══ Data provided ══

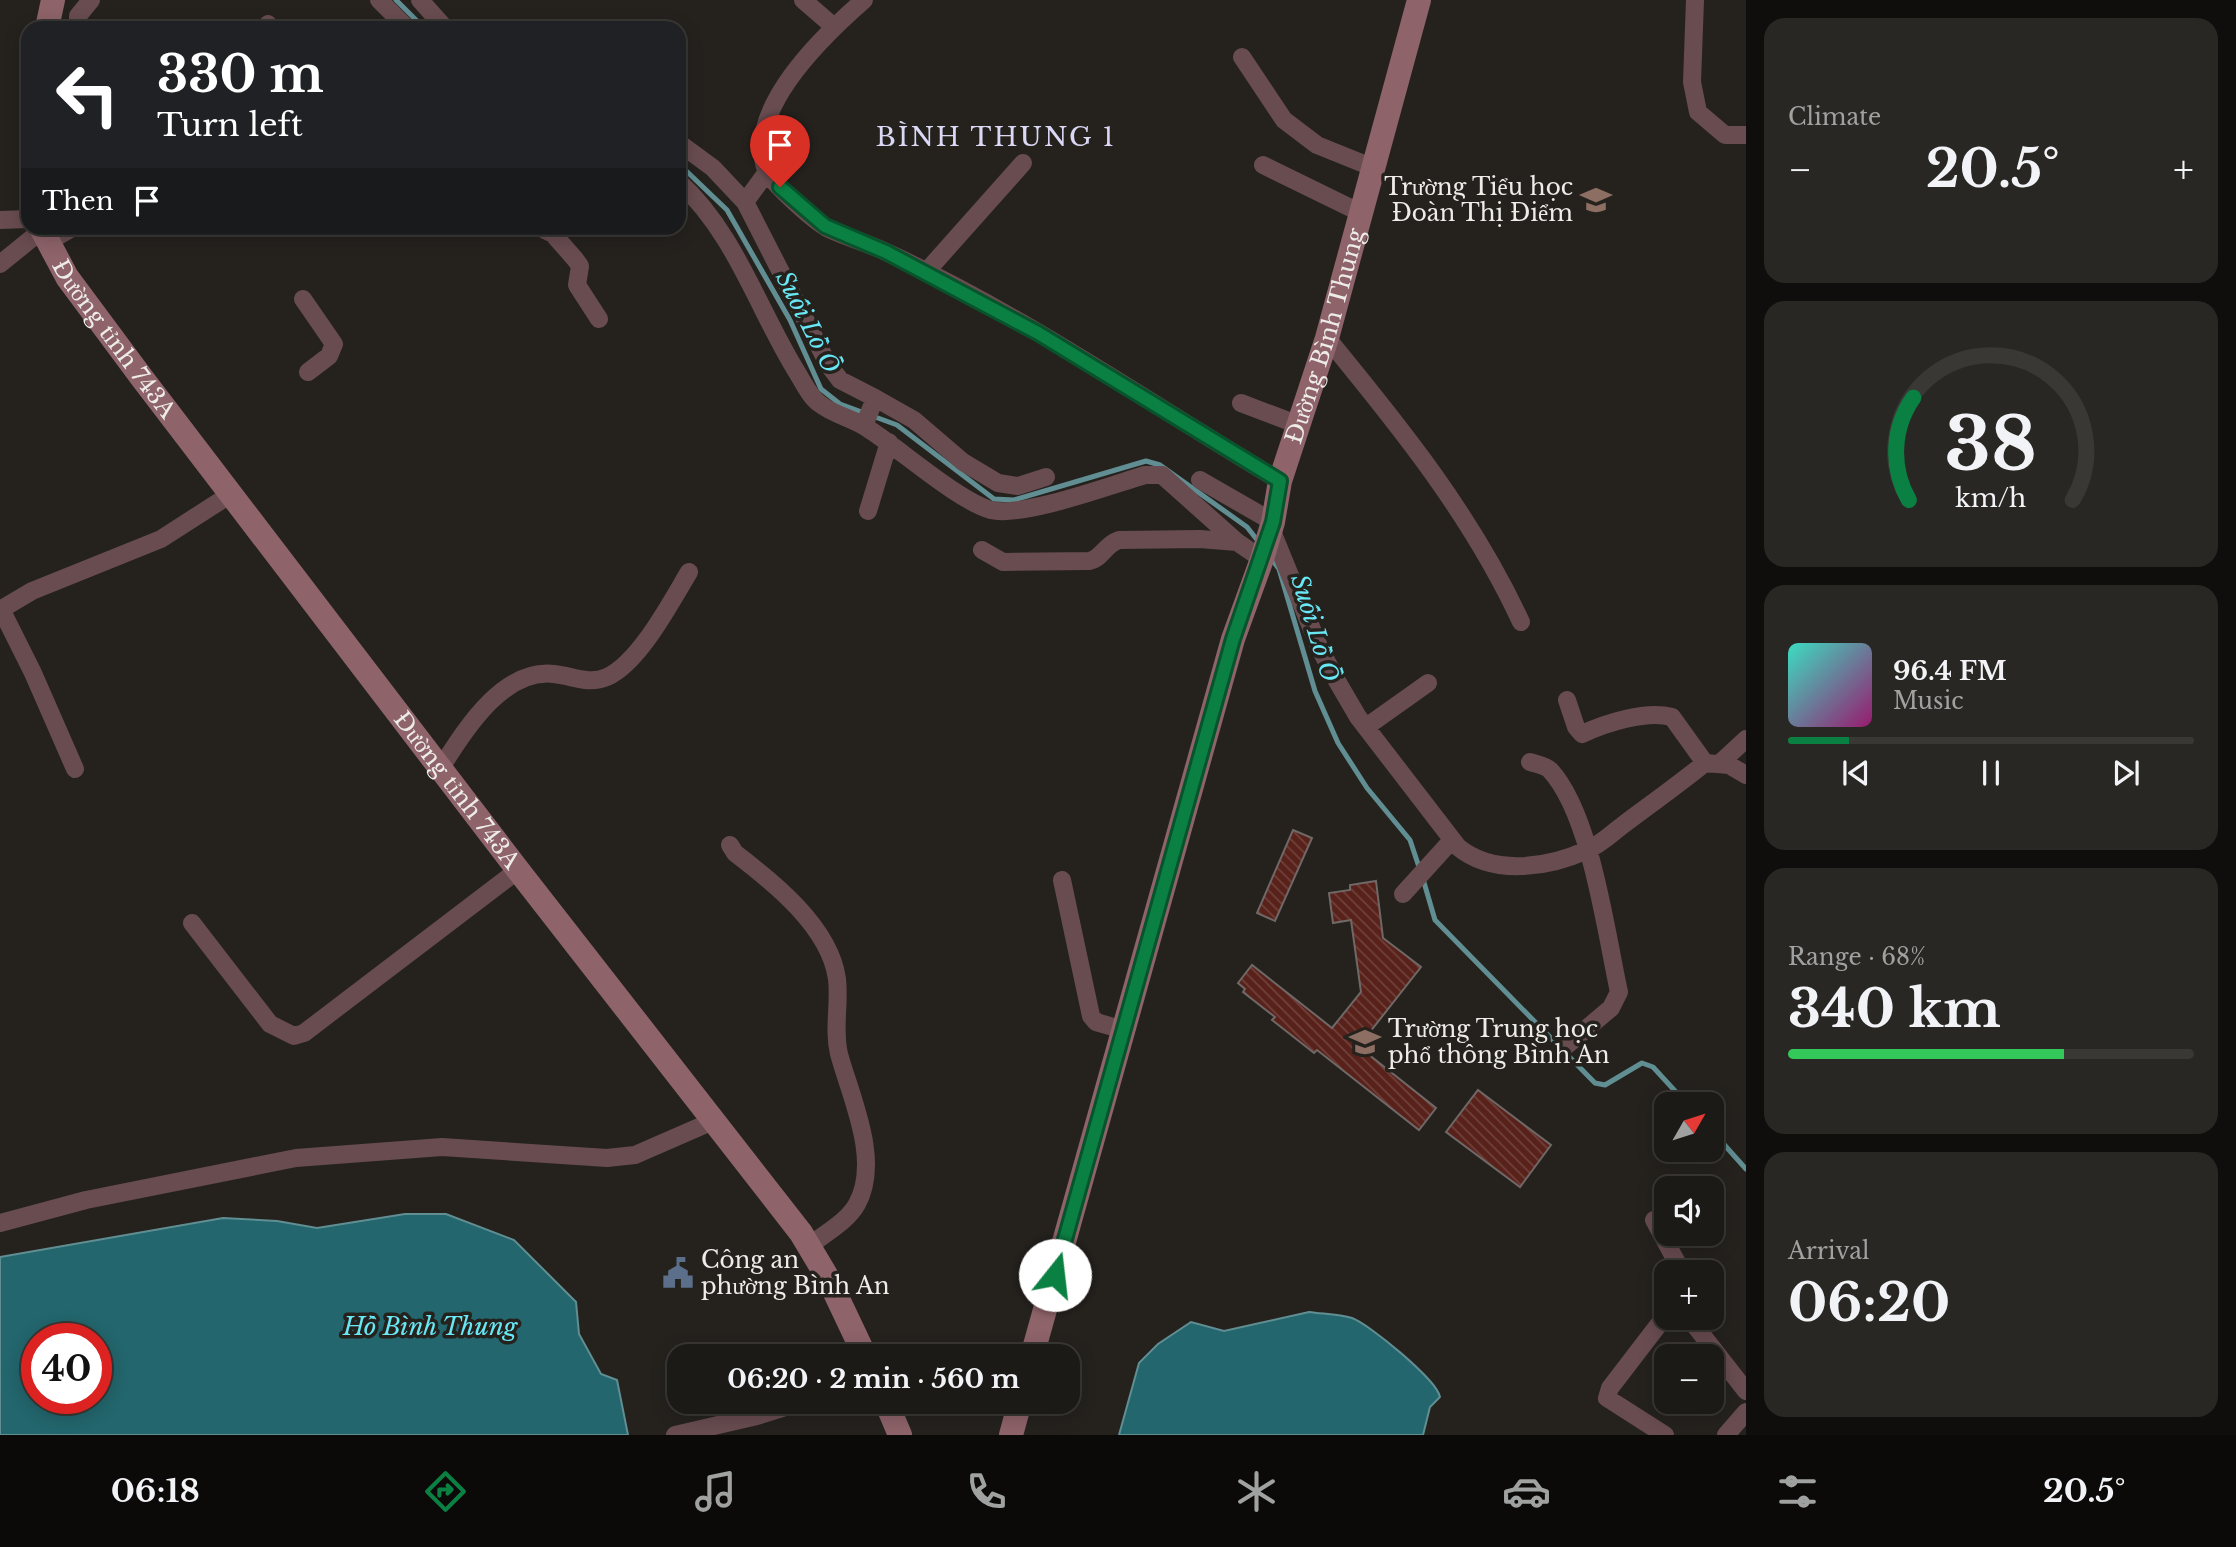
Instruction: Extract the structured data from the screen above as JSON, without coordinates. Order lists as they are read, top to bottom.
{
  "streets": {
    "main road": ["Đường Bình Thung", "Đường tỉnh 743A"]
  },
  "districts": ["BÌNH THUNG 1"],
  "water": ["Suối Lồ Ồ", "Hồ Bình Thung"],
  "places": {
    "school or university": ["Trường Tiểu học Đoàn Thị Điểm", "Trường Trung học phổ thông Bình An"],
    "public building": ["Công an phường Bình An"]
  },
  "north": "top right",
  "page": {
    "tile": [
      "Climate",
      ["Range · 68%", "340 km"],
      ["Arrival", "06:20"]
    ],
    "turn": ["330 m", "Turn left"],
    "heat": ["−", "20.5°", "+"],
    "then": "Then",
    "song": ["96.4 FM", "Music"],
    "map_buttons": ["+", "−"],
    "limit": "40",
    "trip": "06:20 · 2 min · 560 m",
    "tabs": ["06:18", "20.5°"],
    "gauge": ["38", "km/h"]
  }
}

═══
══ Data provided ══

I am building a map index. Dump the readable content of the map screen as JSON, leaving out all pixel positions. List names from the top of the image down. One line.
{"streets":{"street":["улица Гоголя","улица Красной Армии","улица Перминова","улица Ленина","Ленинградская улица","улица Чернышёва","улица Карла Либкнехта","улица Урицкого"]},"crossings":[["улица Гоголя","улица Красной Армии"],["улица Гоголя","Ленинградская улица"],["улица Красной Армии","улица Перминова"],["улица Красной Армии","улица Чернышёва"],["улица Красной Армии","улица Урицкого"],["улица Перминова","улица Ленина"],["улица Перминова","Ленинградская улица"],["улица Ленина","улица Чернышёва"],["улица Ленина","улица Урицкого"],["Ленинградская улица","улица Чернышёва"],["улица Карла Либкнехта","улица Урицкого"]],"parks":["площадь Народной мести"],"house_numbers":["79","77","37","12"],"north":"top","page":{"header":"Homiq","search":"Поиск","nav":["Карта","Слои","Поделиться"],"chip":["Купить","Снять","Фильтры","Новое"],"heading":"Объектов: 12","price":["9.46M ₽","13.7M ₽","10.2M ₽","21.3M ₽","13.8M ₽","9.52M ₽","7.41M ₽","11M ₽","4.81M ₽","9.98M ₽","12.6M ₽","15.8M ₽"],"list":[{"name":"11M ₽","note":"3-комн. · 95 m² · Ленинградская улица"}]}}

═══
══ Data provided ══

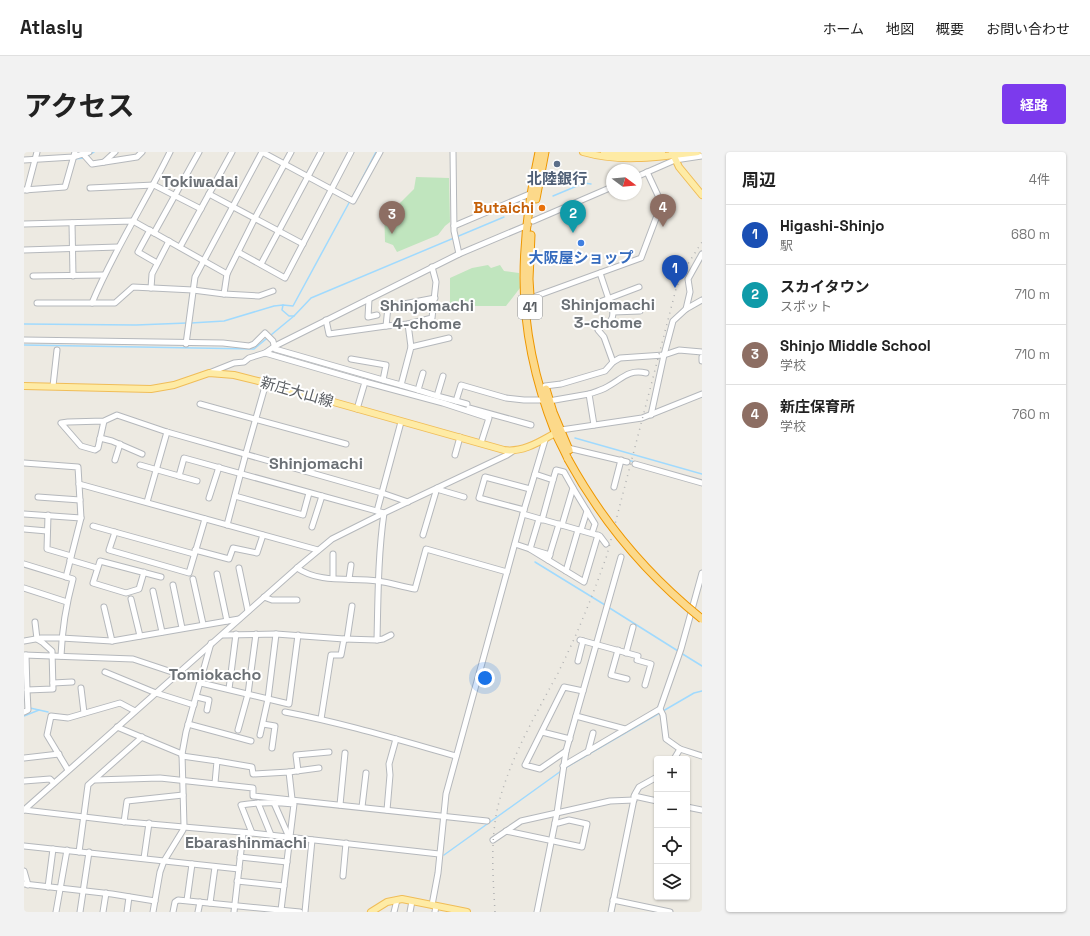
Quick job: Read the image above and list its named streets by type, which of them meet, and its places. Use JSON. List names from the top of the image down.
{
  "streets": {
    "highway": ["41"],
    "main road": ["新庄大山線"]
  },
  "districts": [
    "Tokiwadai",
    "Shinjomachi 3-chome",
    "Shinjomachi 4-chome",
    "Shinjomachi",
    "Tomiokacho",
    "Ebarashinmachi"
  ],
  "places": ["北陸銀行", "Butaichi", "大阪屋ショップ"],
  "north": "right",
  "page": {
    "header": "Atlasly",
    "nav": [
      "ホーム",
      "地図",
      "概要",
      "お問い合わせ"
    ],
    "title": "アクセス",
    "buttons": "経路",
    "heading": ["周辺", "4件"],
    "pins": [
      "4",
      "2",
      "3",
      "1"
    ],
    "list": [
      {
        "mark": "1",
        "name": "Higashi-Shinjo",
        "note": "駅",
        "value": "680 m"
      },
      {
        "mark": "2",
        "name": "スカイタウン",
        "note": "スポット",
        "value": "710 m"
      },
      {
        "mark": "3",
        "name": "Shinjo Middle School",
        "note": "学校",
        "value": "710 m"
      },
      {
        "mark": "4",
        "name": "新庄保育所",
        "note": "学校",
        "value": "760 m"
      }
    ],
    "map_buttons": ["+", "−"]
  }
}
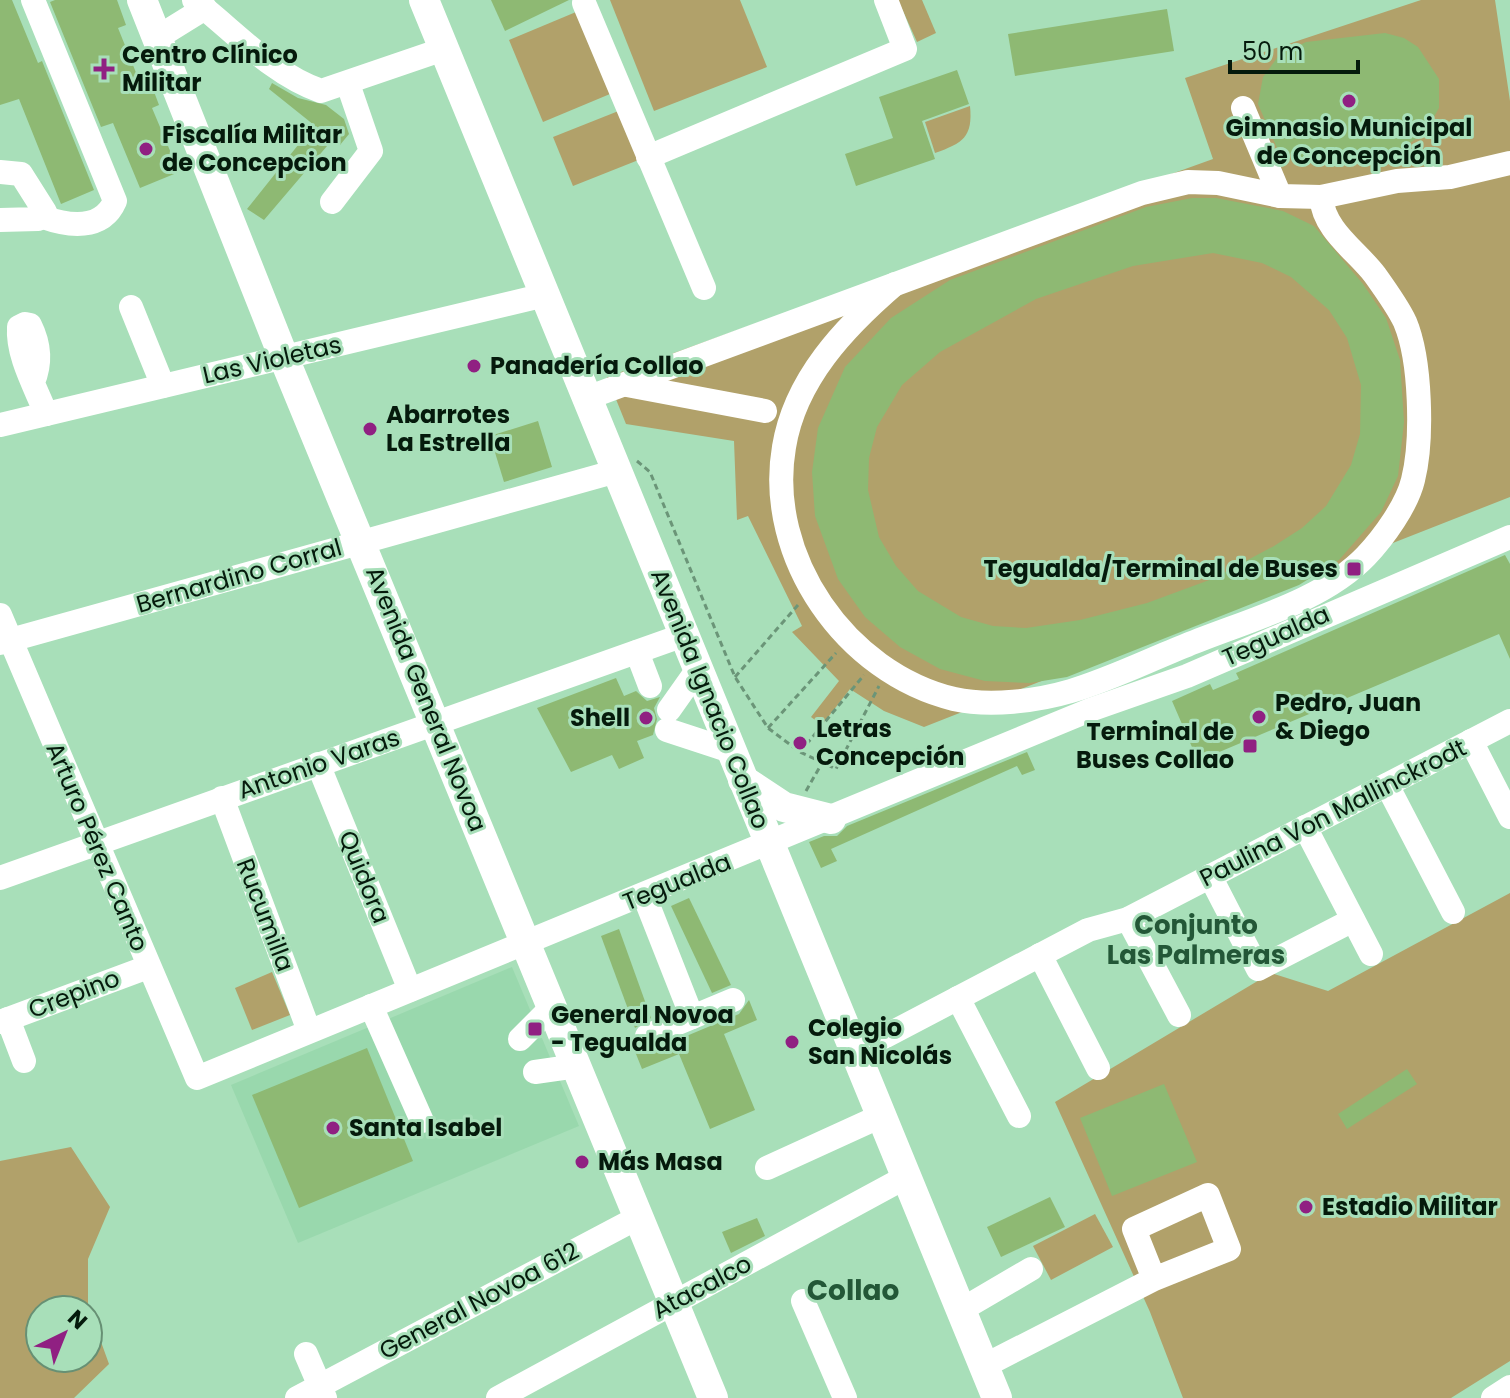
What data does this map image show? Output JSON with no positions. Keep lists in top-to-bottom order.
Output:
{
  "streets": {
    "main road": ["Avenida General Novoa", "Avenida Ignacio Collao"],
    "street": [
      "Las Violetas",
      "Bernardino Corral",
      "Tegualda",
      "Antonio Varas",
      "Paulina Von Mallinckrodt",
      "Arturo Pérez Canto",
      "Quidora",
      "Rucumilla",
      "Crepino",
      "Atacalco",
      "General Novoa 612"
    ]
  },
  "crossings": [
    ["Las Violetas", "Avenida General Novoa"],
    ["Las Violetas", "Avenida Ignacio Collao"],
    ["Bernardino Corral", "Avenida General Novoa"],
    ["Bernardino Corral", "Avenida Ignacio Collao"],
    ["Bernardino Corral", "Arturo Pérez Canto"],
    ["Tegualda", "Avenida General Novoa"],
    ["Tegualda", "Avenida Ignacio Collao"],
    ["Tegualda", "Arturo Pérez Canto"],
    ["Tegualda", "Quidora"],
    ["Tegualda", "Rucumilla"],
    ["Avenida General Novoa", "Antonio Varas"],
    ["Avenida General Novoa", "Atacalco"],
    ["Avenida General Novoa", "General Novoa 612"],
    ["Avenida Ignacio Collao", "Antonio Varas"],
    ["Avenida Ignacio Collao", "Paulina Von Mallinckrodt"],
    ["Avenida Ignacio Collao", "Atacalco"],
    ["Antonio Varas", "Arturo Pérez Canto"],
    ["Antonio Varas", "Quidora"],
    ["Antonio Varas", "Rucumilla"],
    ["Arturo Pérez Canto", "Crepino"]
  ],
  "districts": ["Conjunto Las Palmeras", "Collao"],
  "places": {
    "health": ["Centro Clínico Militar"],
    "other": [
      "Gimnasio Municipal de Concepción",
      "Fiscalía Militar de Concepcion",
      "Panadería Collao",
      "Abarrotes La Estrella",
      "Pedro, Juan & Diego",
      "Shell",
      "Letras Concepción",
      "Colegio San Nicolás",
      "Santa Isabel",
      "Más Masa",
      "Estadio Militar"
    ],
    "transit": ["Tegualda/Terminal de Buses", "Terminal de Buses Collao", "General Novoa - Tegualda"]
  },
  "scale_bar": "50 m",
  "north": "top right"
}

═══

Your objective:
Only one stretch of the listing is wanted: the lines starting at the one with "Quick job: Read" and ending at the one with "What data does", copied exactly and free of pictures.

Answer area:
Quick job: Read the image above and list its named streets by type, which of them meet, and its places. Use JSON. List names from the top of the image down.
{
  "streets": {
    "highway": ["41"],
    "main road": ["新庄大山線"]
  },
  "districts": [
    "Tokiwadai",
    "Shinjomachi 3-chome",
    "Shinjomachi 4-chome",
    "Shinjomachi",
    "Tomiokacho",
    "Ebarashinmachi"
  ],
  "places": ["北陸銀行", "Butaichi", "大阪屋ショップ"],
  "north": "right",
  "page": {
    "header": "Atlasly",
    "nav": [
      "ホーム",
      "地図",
      "概要",
      "お問い合わせ"
    ],
    "title": "アクセス",
    "buttons": "経路",
    "heading": ["周辺", "4件"],
    "pins": [
      "4",
      "2",
      "3",
      "1"
    ],
    "list": [
      {
        "mark": "1",
        "name": "Higashi-Shinjo",
        "note": "駅",
        "value": "680 m"
      },
      {
        "mark": "2",
        "name": "スカイタウン",
        "note": "スポット",
        "value": "710 m"
      },
      {
        "mark": "3",
        "name": "Shinjo Middle School",
        "note": "学校",
        "value": "710 m"
      },
      {
        "mark": "4",
        "name": "新庄保育所",
        "note": "学校",
        "value": "760 m"
      }
    ],
    "map_buttons": ["+", "−"]
  }
}
What data does this map image show? Output JSON with no positions. Keep lists in top-to-bottom order.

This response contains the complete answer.